Regarding the ending where Munch releases Dot, Sam Spruell said, "I think it's him recognizing another victim. He's trapped in sin, not of his own making, and she is trapped in this cycle of violence, also not of her own making. And so he recognizes that, I think, and that's why he sets her free."

==Reception==
===Viewers===
In its original American broadcast, "The Useless Hand" was seen by an estimated 0.517 million household viewers and gained a 0.10 ratings share among adults aged 18–49, according to Nielsen Media Research. This means that 0.10 percent of all households with televisions watched the episode. This was a 12% increase in viewership from the previous episode, which was watched by 0.461 million viewers with a 0.09 in the 18-49 demographics.

===Critical reviews===
"The Useless Hand" received critical acclaim. Tom Philip of The A.V. Club gave the episode a "B+" grade and wrote, "There's lots to come in this week's Fargo, but I've loved every moment Joe Keery and Sam Spruell have spent on screen together these last eight weeks. Two men from entirely different worlds. One built by bravado, one built by pragmatism."
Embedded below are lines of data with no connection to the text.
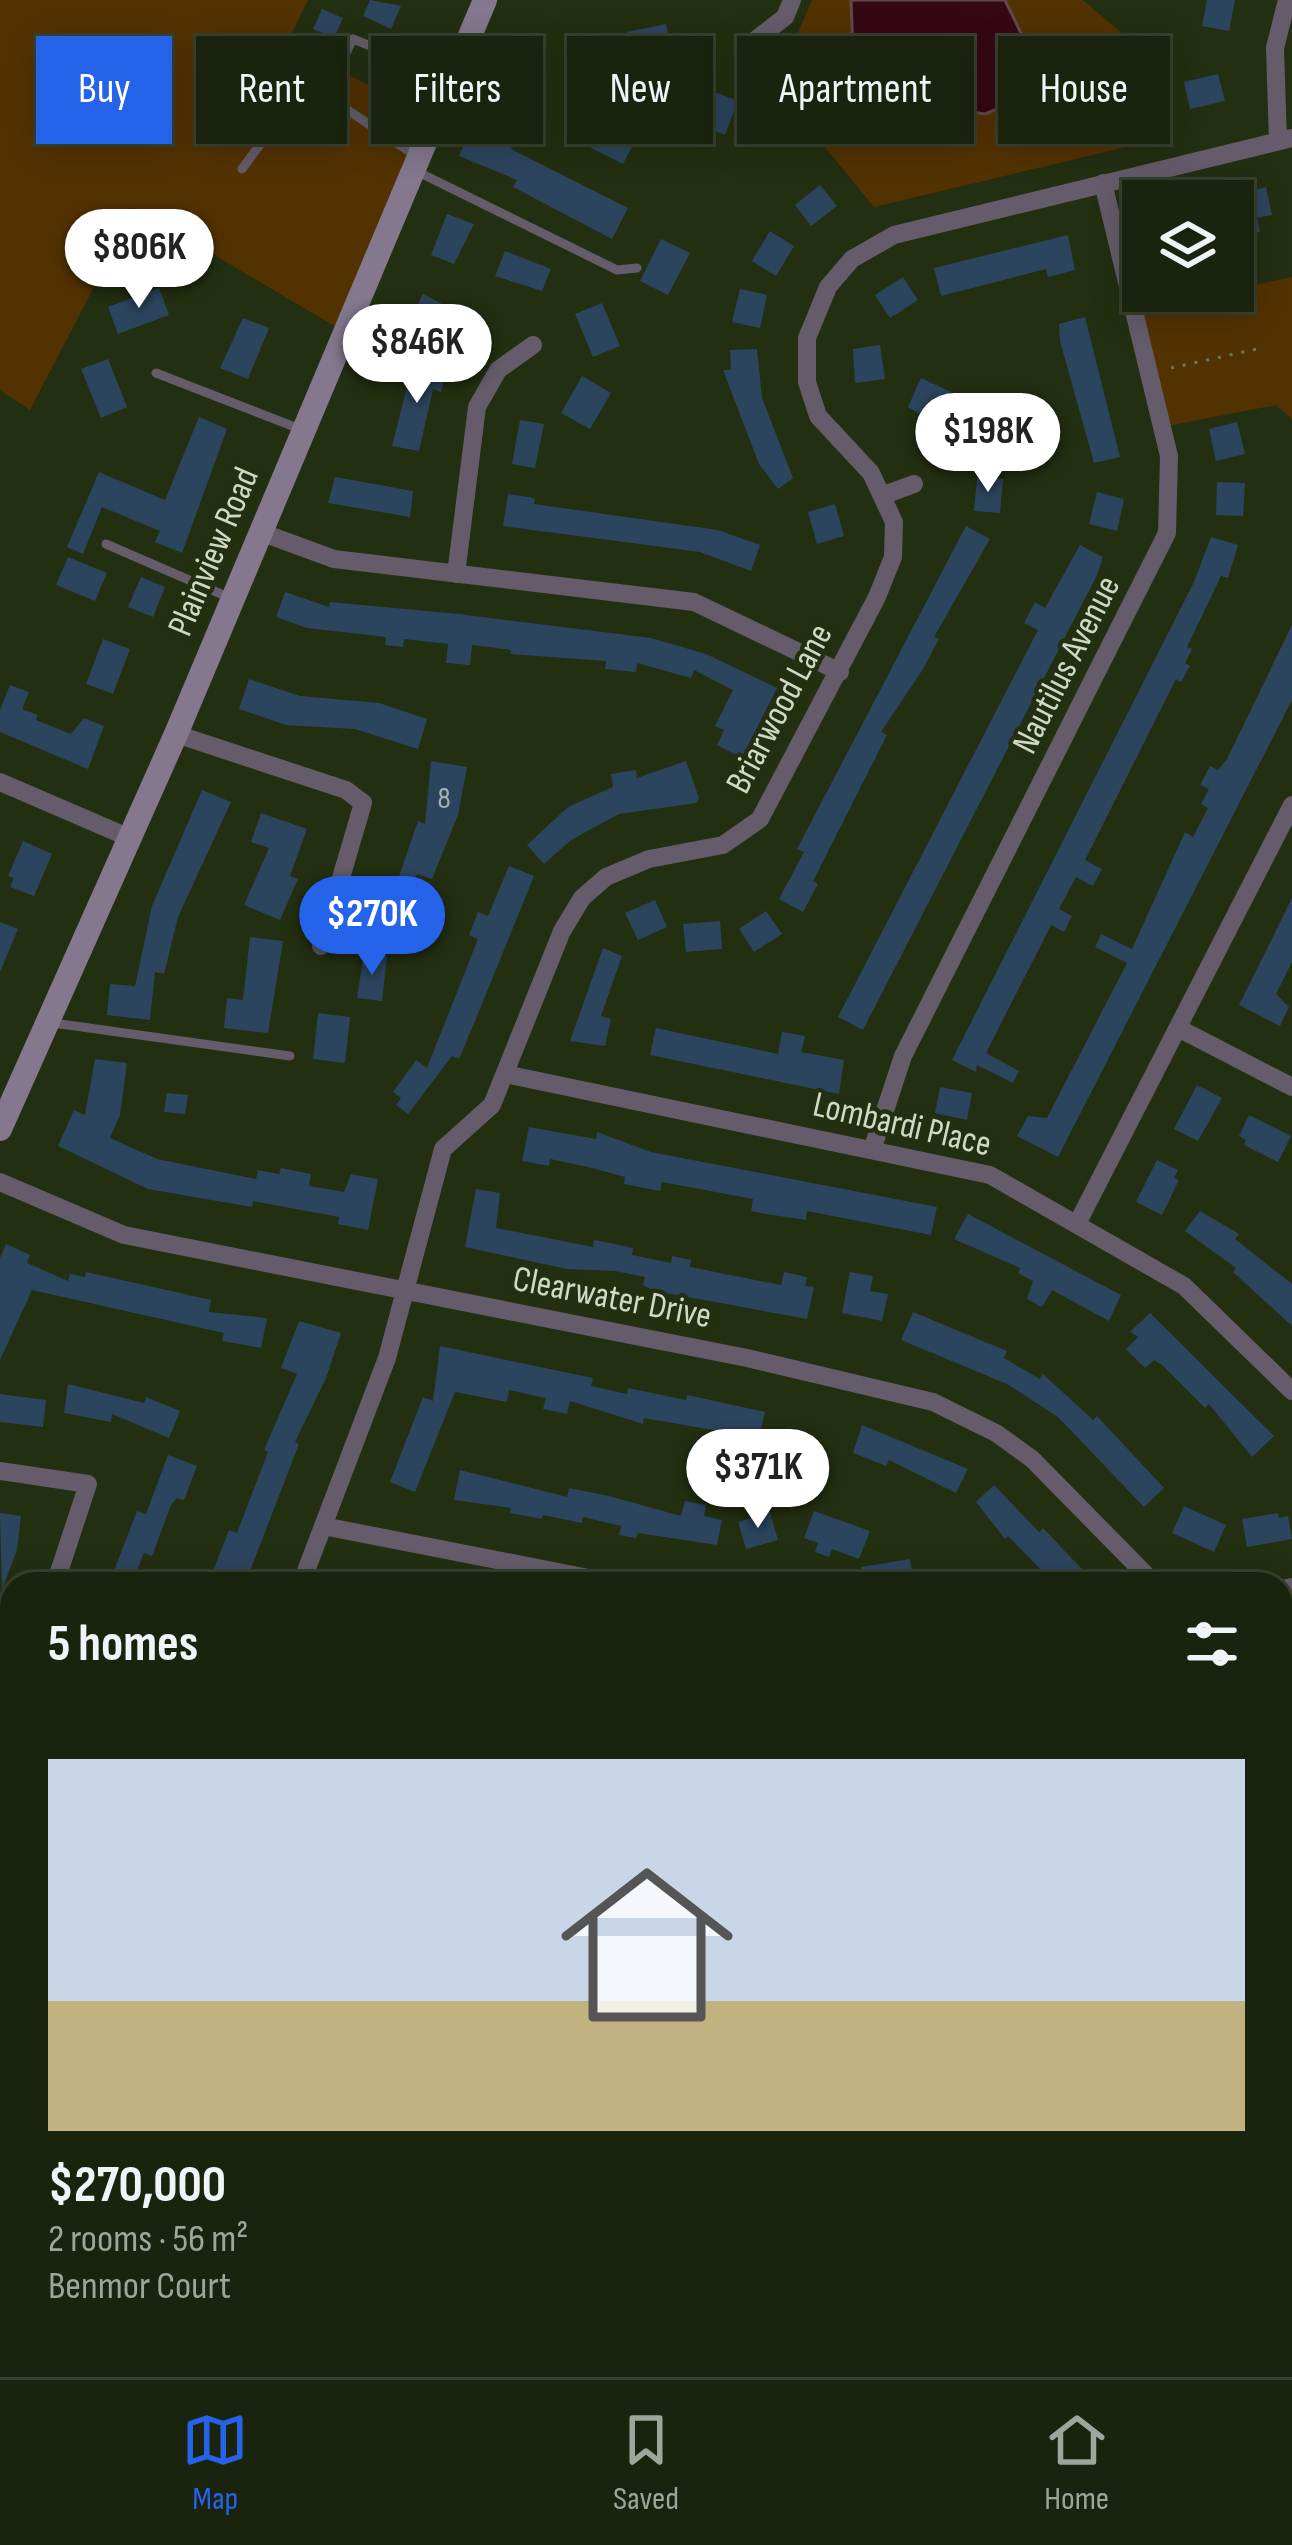 <!DOCTYPE html>
<html lang="en">
<head>
<meta charset="utf-8">
<style>
  :root { --surface:#1a230d; --page:#272f1b; --text:#f1f3f6; --muted:#9fa49d; --line:#38402e; --accent:#2563eb }
  body { margin:0; font-family:"Sofia Sans Condensed",sans-serif; background:var(--page); color:var(--text); height:100vh; display:flex; flex-direction:column; font-size:45px; white-space:nowrap }
  * { box-sizing:border-box; margin:0 }
  p { font-size:39px; color:var(--muted) }
  .icon { flex:none; width:66px; height:66px; fill:none; stroke:currentColor; stroke-width:2; stroke-linecap:round; stroke-linejoin:round }
  .map { position:relative; flex:1; overflow:hidden }
  .side { position:absolute; left:0px; top:1572px; width:1293px; height:807px; display:flex; flex-direction:column; background:var(--surface); border-radius:36px 36px 0 0; box-shadow:0 6px 30px #0003,0 0 0 3px var(--line) }
  .side>* { flex:none }
  .guide { position:absolute; left:36px; top:36px; width:1221px; height:108px; display:flex; gap:24px }
  .tools { position:absolute; left:1122px; top:180px; display:grid; gap:24px }
  .tools a { display:grid; place-items:center; width:132px; height:132px; border-radius:0px; background:var(--surface); box-shadow:0 6px 30px #0003,0 0 0 3px var(--line); font-size:60px }
  .price { position:absolute; translate:-50% -102px; padding:0 27px; border-radius:42px; background:#fff; color:#222; font-size:39px; line-height:78px; filter:drop-shadow(0 3px 6px #0008) }
  .price::after { content:''; position:absolute; left:50%; top:72px; width:36px; height:27px; margin-left:-18px; background:inherit; clip-path:polygon(0 0,100% 0,50% 100%) }
  .price.on { background:var(--accent); color:#fff }
  ul { padding:0; list-style:none }
  li { display:grid; align-content:center; gap:24px; height:636px; padding:0 48px }
  li+li { border-top:3px solid var(--line) }
  li span { display:grid; place-items:center; height:372px; border-radius:0px; color:#555 }
  li>.icon { margin-inline-start:auto }
  span .icon { width:216px; height:216px; fill:#fffc; stroke-width:1 }
  li b { font-size:51px }
  h2 { display:flex; justify-content:space-between; align-items:center; height:144px; padding:0 48px; font-size:51px }
  .tag { padding:0 42px; border-radius:0px; background:var(--surface); box-shadow:0 6px 30px #0003,0 0 0 3px var(--line); font-size:42px; line-height:108px }
  .tag.on { background:var(--accent); color:#fff }
  .dock { display:flex; justify-content:space-around; align-items:center; height:168px; border-top:3px solid var(--line); background:var(--surface); font-size:33px; color:var(--muted) }
  .dock a { display:grid; justify-items:center; gap:6px }
  .dock .on { color:var(--accent) }
  .map>svg:first-child { display:block }
  .green { fill:#533202 }
  .water { fill:#360815; stroke:#64474a; stroke-width:3 }
  .building { fill:#2c455e }
  .lines { fill:none; stroke-linecap:round; stroke-linejoin:round }
  .path { stroke:#6e7860; stroke-width:3; stroke-dasharray:3 9; stroke-linecap:butt }
  .lane { stroke:#645c6a; stroke-width:9 }
  .street { stroke:#645c6a; stroke-width:18 }
  .secondary { stroke:#83788e; stroke-width:24 }
  .labels { text-anchor:middle; dominant-baseline:central; stroke-width:9; stroke-linejoin:round; paint-order:stroke }
  .number-label { font-size:30px; fill:#a7b4ad }
  .street-label { font-size:36px; fill:#d0d9c7; stroke:#232f11 }
</style>
</head>
<body>
<div class="map">
<svg width="1292" height="2377" viewBox="0 0 1292 2377">
  <rect width="100%" height="100%" fill="#232f11"/>
  <path class="green" d="M0 0H308L286 45 427 113 336 327 135 208 30 410 0 390Z
    M812 0H851L853 53 1009 5 1005 0H1083L1131 41 1151 141 874 207 775 86Z
    M1292 277V419L1276 405 1162 427 1134 311Z
    M1281 1605H1292V2288L1281 2304Z
    M0 2275 12 2291V2367H70L78 2377H0Z
    M809 2367H1238L1231 2377H803Z"/>
  <path class="water" d="M1005 0 1048 89 985 114 896 101 853 53 851 0Z"/>
  <path class="building" d="M370 0 401 6 391 29 363 16Z
    M1207 0H1235L1229 31 1202 26Z
    M322 9 343 18 334 38 313 29Z
    M666 24 677 81 646 88 642 71 635 72 627 32Z
    M519 64 547 78 511 149 628 208 612 239 513 187 517 180 459 156 475 117 490 122Z
    M1218 74 1225 101 1190 109 1184 82Z
    M694 84 738 101 725 135 705 127 701 136 678 126Z
    M583 108 638 135 623 164 568 136Z
    M820 185 837 206 811 226 795 205Z
    M1266 187 1272 215 1257 218 1260 232 1243 236 1234 195Z
    M447 214 474 224 454 264 431 255Z
    M770 231 794 246 776 276 752 261Z
    M1068 235 1075 270 1048 277 1046 269 941 296 934 268Z
    M661 239 690 253 668 295 640 281Z
    M505 251 551 269 542 291 495 276Z
    M903 277 918 300 890 318 875 295Z
    M159 288 169 315 118 334 108 307Z
    M740 289 767 295 760 328 732 322Z
    M423 294 450 308 430 346 403 332Z
    M602 303 620 346 593 357 575 314Z
    M1085 317 1120 457 1094 463 1060 341 1059 324Z
    M243 318 269 328 248 379 220 368Z
    M880 345 885 379 855 383 853 349Z
    M757 349 762 398 793 478 778 489 759 464 723 370H731L730 350Z
    M108 359 127 407 101 418 81 369Z
    M413 363 446 373 441 392 433 389 419 451 392 446Z
    M582 376 611 393 590 429 561 413Z
    M921 378 951 392 936 424 908 407Z
    M977 414 996 442 974 458 954 430Z
    M199 417 227 429 182 553 155 542 160 531 102 507 83 554 67 547 99 472 165 500Z
    M520 420 544 424 535 468 512 464Z
    M1237 422 1245 454 1216 461 1209 429Z
    M335 477 413 491 410 517 328 503Z
    M977 477 1003 479 1000 513 974 511Z
    M1217 482 1245 483 1243 516 1216 515Z
    M1097 492 1124 499 1117 531 1089 524Z
    M508 494 535 498 534 504 718 530 760 545 751 571 700 552 503 526Z
    M835 504 844 536 817 544 808 512Z
    M966 526 990 539 934 637 939 639 923 669 881 732 887 735 813 881 818 884 803 912 779 899 804 852 797 849Z
    M1211 537 1238 545 1228 578 1221 576 1187 647 1192 649 1185 663 1190 666 1181 682 1176 679 1085 860 1102 869 1093 886 1076 877 1059 909 1072 916 1064 932 1051 925 986 1053 1019 1071 1013 1083 977 1065 976 1072 952 1060 1194 582Z
    M1080 545 1103 557 1097 575 863 1030 838 1017 1038 630 1024 623 1035 602 1045 608Z
    M68 557 107 573 95 601 56 585Z
    M141 577 165 587 153 617 128 607Z
    M285 592 329 607 330 602 459 614 651 638 706 654 777 688 742 758 717 745 724 730 715 726 733 690 694 670 691 678 637 663 636 672 605 669 606 661 510 654 511 650 472 645 470 665 446 663 448 644 404 639 403 647 385 645 386 637 307 628 276 617Z
    M1292 625V700L1058 1157 1017 1136 1028 1116 1047 1118 1127 963 1095 947 1101 934 1132 949 1185 832 1193 837 1208 808 1201 804 1209 789 1200 785 1210 766 1218 770 1227 759Z
    M103 639 130 649 113 694 86 684Z
    M249 679 300 696 379 703 427 719 418 749 355 729 286 725 239 709Z
    M10 685 29 692 22 709 38 715 36 720 71 734 84 718 104 726 88 769 0 732V710Z
    M431 761 467 767 458 815 432 879 417 874 392 934 370 926 384 884 395 888 418 821 425 824Z
    M686 761 699 798 696 803 619 814 571 840 544 864 527 845 568 807 613 787 611 774 636 770 637 778Z
    M202 790 231 802 178 917 164 974 155 972 150 1020 107 1015 110 984 135 986 152 906Z
    M261 813 307 829 290 876 298 879 280 920 244 905 269 848 251 842Z
    M23 841 52 854 34 896 10 887 14 878 8 876Z
    M509 866 534 876 480 1009 459 1059 452 1056 408 1114 396 1105 401 1098 393 1092 416 1060 427 1068 478 939 469 935 478 912 488 916Z
    M1292 898V962L1276 994 1289 1007 1280 1026 1239 1005Z
    M655 900 667 927 638 940 625 913Z
    M766 911 782 934 754 952 739 929Z
    M720 921 722 949 686 952 683 924Z
    M0 922 18 929 0 972Z
    M250 937 283 941 268 1033 224 1028 227 998 243 1000Z
    M603 948 622 956 601 1016 611 1019 605 1046 570 1041Z
    M364 954 387 956 382 1001 357 998Z
    M318 1013 350 1017 345 1063 313 1059Z
    M656 1028 778 1054 782 1032 805 1036 801 1052 844 1060 839 1094 650 1055Z
    M95 1059 127 1063 120 1115 110 1138 157 1159 256 1179 258 1170 279 1174 281 1168 311 1174 309 1186 344 1192 351 1174 378 1179 368 1230 338 1224 339 1217 253 1201 252 1207 148 1189 58 1146 74 1110 85 1115Z
    M1197 1085 1222 1098 1198 1141 1174 1129Z
    M940 1087 972 1093 967 1120 935 1113Z
    M167 1093 188 1095 185 1114 164 1112Z
    M1249 1115 1291 1136 1278 1162 1244 1145 1246 1140 1239 1136Z
    M529 1127 596 1139 597 1132 651 1152 937 1207 931 1235 807 1211 806 1220 766 1214 751 1211 753 1199 662 1182 660 1191 624 1184 625 1177 588 1167 550 1159 549 1166 522 1161Z
    M1157 1160 1178 1170 1174 1178 1179 1180 1162 1215 1136 1202Z
    M476 1189 500 1193 496 1228 593 1247 594 1240 610 1243 633 1248 632 1255 671 1263 672 1256 691 1260 690 1267 781 1285 784 1272 807 1277 805 1286 814 1287 807 1319 655 1291 643 1285 645 1277 615 1271 567 1269 465 1247Z
    M1200 1211 1239 1234 1235 1239 1292 1284V1326L1233 1272 1236 1268 1185 1231Z
    M968 1214 1121 1295 1109 1321 1052 1290 1042 1307 1027 1299 1033 1281 1018 1273 1020 1268 954 1239Z
    M6 1244 30 1255 27 1263 68 1281 70 1274 85 1277 86 1272 211 1300 209 1312 267 1318 261 1348 222 1341 224 1333 32 1290 0 1360V1258Z
    M850 1272 873 1276 870 1291 888 1294 882 1321 842 1313Z
    M913 1312 1007 1351 1004 1358 1040 1379 1043 1374 1093 1420 1097 1416 1164 1488 1144 1507 1058 1417 1007 1384 901 1340Z
    M1150 1313 1274 1436 1252 1457 1209 1404 1205 1408 1162 1365 1154 1360 1145 1368 1126 1349 1138 1337 1130 1332Z
    M299 1321 341 1333 326 1378 295 1442 299 1444 245 1584H208L229 1530 237 1533 268 1452 264 1450 297 1374 281 1368Z
    M440 1346 593 1378 591 1386 627 1394 628 1388 686 1400 687 1395 765 1412 759 1438 644 1418 643 1424 570 1401 567 1414 543 1409 546 1398 509 1390 507 1402 455 1392 415 1492 390 1482 423 1397 433 1401Z
    M68 1384 144 1403 146 1397 180 1411 169 1438 112 1414 111 1422 64 1413Z
    M0 1394 46 1400 43 1427 0 1422Z
    M862 1425 968 1469 956 1493 889 1460 886 1466 853 1453Z
    M797 1439 814 1443 808 1473 770 1465 775 1441 796 1445Z
    M168 1455 197 1466 184 1500 177 1498 171 1505 152 1556 144 1553 131 1584H109L137 1511 146 1514Z
    M460 1470 567 1497 569 1488 609 1496 681 1516 685 1501 706 1505 704 1516 722 1520 717 1545 638 1533 636 1538 619 1535 621 1526 583 1517 582 1523 543 1515 542 1519 510 1513 511 1508 454 1500Z
    M994 1485 1039 1532 1043 1528 1096 1584H1055L1008 1536 1005 1539 976 1502Z
    M1184 1506 1226 1525 1214 1552 1172 1533Z
    M814 1511 870 1531 859 1559 832 1549 829 1557 815 1552 818 1543 804 1538Z
    M770 1512 778 1540 746 1549 738 1522Z
    M0 1513 21 1516 17 1550 2 1590Z
    M1278 1513 1279 1518 1288 1516 1292 1539 1247 1547 1242 1519Z
    M910 1559 914 1584H864L861 1567Z"/>
  <g class="lines">
    <path class="path" d="M1171 368 1257 349
      M1281 2015 1292 2012
      M1281 2096 1292 2090
      M1281 2161 1292 2152
      M161 2377 164 2367
      M826 2377 832 2367
      M1121 2377 1125 2367
      M1153 2377 1158 2367"/>
    <path class="lane" d="M311 38 346 53 353 39 447 77
      M242 169 306 82 416 156
      M414 170 617 270 637 268
      M156 373 300 429
      M106 544 228 597
      M53 1023 290 1056"/>
    <path class="street" d="M754 41 785 17 792 0
      M1278 141 1275 48 1287 0
      M884 495 914 484
      M263 533 334 559 694 602 840 672
      M456 574 477 407 498 370 533 345
      M176 734 346 790 363 803 321 946
      M0 782 130 838
      M1178 1028 1292 1087
      M505 1074 990 1175 1184 1286 1292 1391
      M872 1150 903 1056 1167 533 1169 456 1103 183
      M0 1182 124 1235 747 1358 933 1402 996 1433 1032 1459 1155 1584
      M1078 1222 1292 805
      M0 1471 88 1484 55 1584
      M323 1526 619 1584
      M301 1584 387 1358 443 1149 492 1105 562 931 582 898 606 877 649 859 723 845 760 819 877 597 893 557 894 522 871 473 818 416 807 382V338L828 287 852 259 894 235 1292 138
      M1281 1589 1292 1587
      M0 1764 12 1734
      M0 2083 12 2098
      M1281 2340 1292 2325
      M290 2367 306 2377
      M579 2377 582 2367
      M780 2377 787 2367
      M1254 2377 1262 2367"/>
    <path class="secondary" d="M0 1129 176 734 485 0"/>
  </g>
  <g class="labels">
    <g class="number-label">
      <text x="444" y="799">8</text>
    </g>
    <g class="street-label">
      <text transform="translate(214 552) rotate(-67)">Plainview Road</text>
      <text transform="translate(1067 665) rotate(-63)">Nautilus Avenue</text>
      <text transform="translate(780 709) rotate(-62)">Briarwood Lane</text>
      <text transform="translate(902 1125) rotate(13)">Lombardi Place</text>
      <text transform="translate(612 1298) rotate(11)">Clearwater Drive</text>
    </g>
  </g>
</svg>
<div class="tools">
<a><svg class="icon" aria-label="layers" viewBox="0 0 24 24"><path d="M12 4l9 5-9 5-9-5zM3 14l9 5 9-5"/></svg></a>
</div>
<b class="price" style="left:139px;top:311px">$806K</b>
<b class="price" style="left:417px;top:406px">$846K</b>
<b class="price" style="left:988px;top:495px">$198K</b>
<b class="price on" style="left:372px;top:978px">$270K</b>
<b class="price" style="left:758px;top:1531px">$371K</b>
<div class="guide">
<a class="tag on">Buy</a>
<a class="tag">Rent</a>
<a class="tag">Filters</a>
<a class="tag">New</a>
<a class="tag">Apartment</a>
<a class="tag">House</a>
</div>
<section class="side">
<h2>5 homes<svg class="icon" aria-label="filters" viewBox="0 0 24 24"><path d="M4 7h16M4 17h16"/><circle cx="9" cy="7" r="2"/><circle cx="15" cy="17" r="2"/></svg></h2>
<ul>
<li><span style="background:linear-gradient(#c9d6e8 65%,#c2b280 0)"><svg class="icon" aria-label="home" viewBox="0 0 24 24"><path d="M3 11l9-7 9 7M6 9v11h12V9"/></svg></span><div><b>$270,000</b><p>2 rooms · 56 m²</p><p>Benmor Court</p></div></li>
</ul>
</section>
</div>
<nav class="dock">
<a class="on"><svg class="icon" aria-label="map" viewBox="0 0 24 24"><path d="M3 6l6-2 6 2 6-2v14l-6 2-6-2-6 2zM9 4v14M15 6v14"/></svg>Map</a>
<a><svg class="icon" aria-label="saved" viewBox="0 0 24 24"><path d="M7 4h10v16l-5-4-5 4z"/></svg>Saved</a>
<a><svg class="icon" aria-label="home" viewBox="0 0 24 24"><path d="M3 11l9-7 9 7M6 9v11h12V9"/></svg>Home</a>
</nav>
</body>
</html>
Alan Sepinwall wrote, "'The Useless Hand,' though, was pretty terrific, full of action, suspense, and big emotions. [...] Everything is converging very effectively here." Keith Phipps of Vulture gave the episode a 4 star rating out of 5 and wrote, "I briefly feared Fargo peaked with all that mid-season excitement, but clearly not. This episode starts to bring all the plot threads together without underselling the characters. It's been a season filled with violence but also a series of battles of wills. All that ends with the next episode, and, at this point, there's no obvious conclusion in sight."

Scott Tobias of The New York Times wrote, "Munch does his part to liberate her by taking them out and lifting her to freedom. “To fight a tiger in a cage is not a fair fight,” he tells her. His beef with Roy appears to be settled. Or maybe he just respects her agency. And prowess." Sean T. Collins of Decider wrote, "Fargo gave us the apotheosis of Sheriff Roy Tillman. Yes, he tosses off one fascist bon mot after another, from “We'll show these godless huns how a patriot dies a-singin'!” to 'Go and live... or stay and die.” Meanwhile he's too scared of his own feelings to comfort his maimed child or murder his abused ex-wife himself."